Return every line of the records that includes the string "Delikatesy".

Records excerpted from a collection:
++++++++++

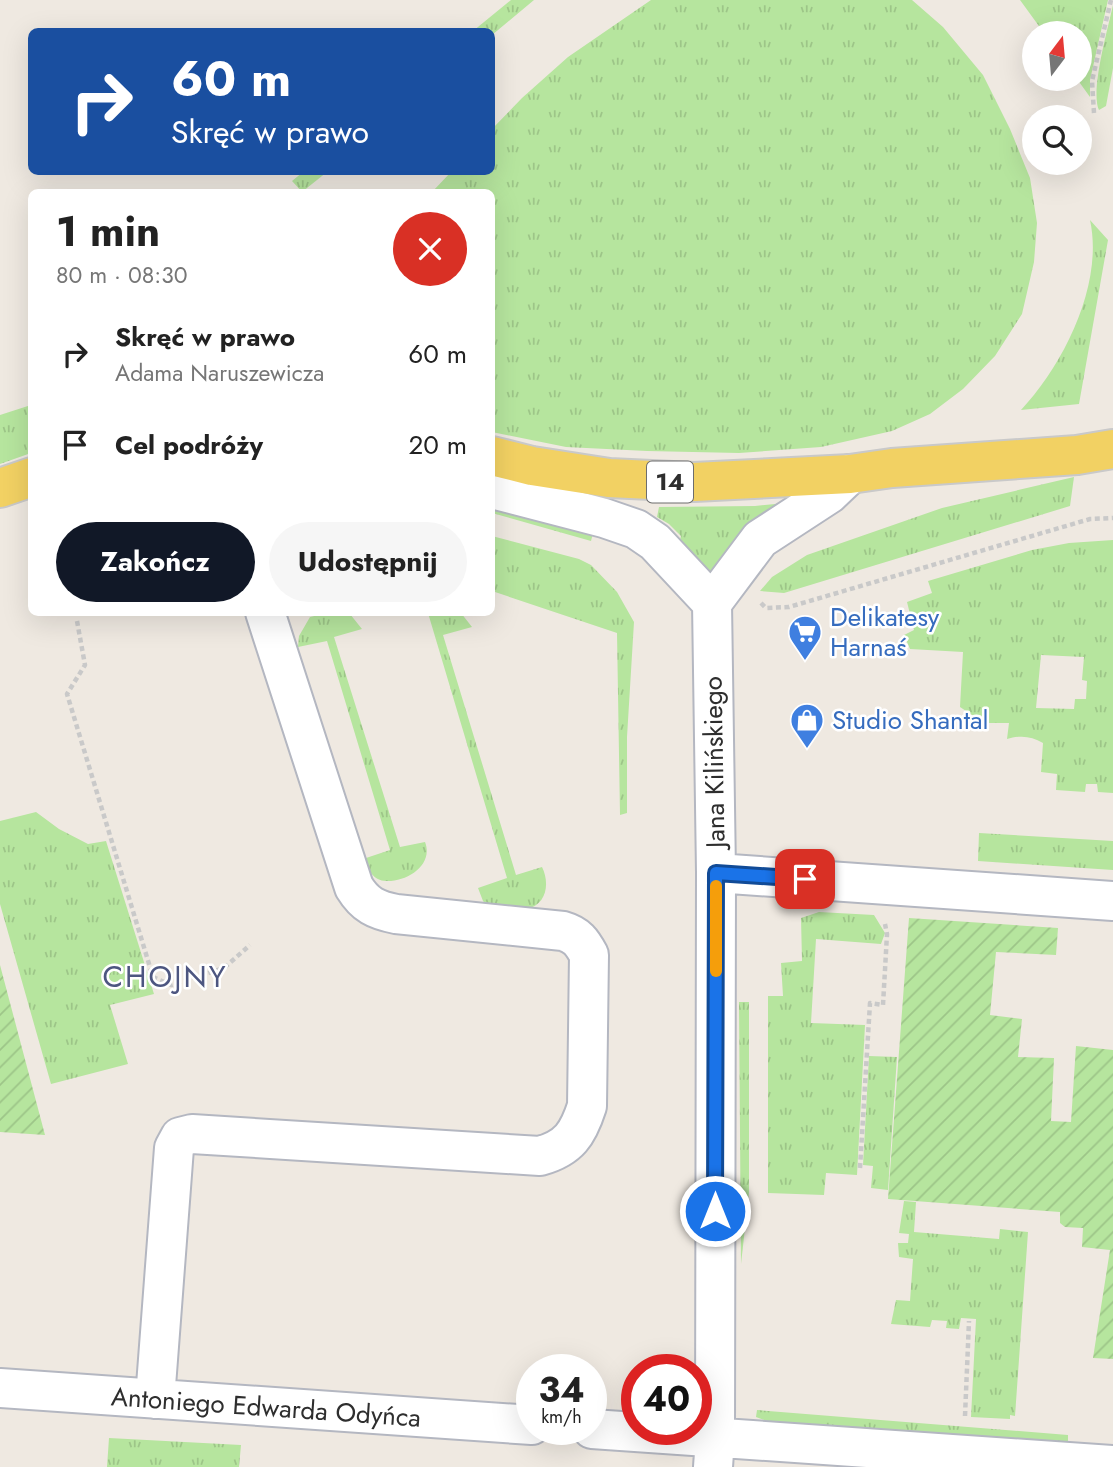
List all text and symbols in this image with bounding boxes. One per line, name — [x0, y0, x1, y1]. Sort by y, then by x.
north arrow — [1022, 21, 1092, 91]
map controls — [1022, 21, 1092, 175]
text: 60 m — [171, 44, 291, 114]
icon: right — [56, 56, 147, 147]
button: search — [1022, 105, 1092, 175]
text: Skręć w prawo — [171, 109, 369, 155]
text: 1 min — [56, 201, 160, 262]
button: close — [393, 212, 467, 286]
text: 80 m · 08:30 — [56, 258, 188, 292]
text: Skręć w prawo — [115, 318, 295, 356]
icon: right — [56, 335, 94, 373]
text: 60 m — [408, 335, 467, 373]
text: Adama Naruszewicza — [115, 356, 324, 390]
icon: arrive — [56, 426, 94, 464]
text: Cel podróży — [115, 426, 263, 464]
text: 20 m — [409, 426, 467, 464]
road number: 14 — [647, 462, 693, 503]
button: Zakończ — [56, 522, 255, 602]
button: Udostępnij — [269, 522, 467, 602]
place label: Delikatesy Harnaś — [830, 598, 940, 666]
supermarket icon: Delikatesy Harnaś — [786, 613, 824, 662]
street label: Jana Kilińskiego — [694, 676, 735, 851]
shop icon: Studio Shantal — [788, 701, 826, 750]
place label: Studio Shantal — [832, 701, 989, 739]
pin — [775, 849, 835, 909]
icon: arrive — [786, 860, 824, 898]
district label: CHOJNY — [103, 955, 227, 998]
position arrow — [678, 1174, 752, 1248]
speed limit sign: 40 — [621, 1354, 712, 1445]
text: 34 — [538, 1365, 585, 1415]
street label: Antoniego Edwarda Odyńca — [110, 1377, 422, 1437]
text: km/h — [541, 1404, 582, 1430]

++++++++++

Response to this exercise.
place label: Delikatesy Harnaś — [830, 598, 940, 666]
supermarket icon: Delikatesy Harnaś — [786, 613, 824, 662]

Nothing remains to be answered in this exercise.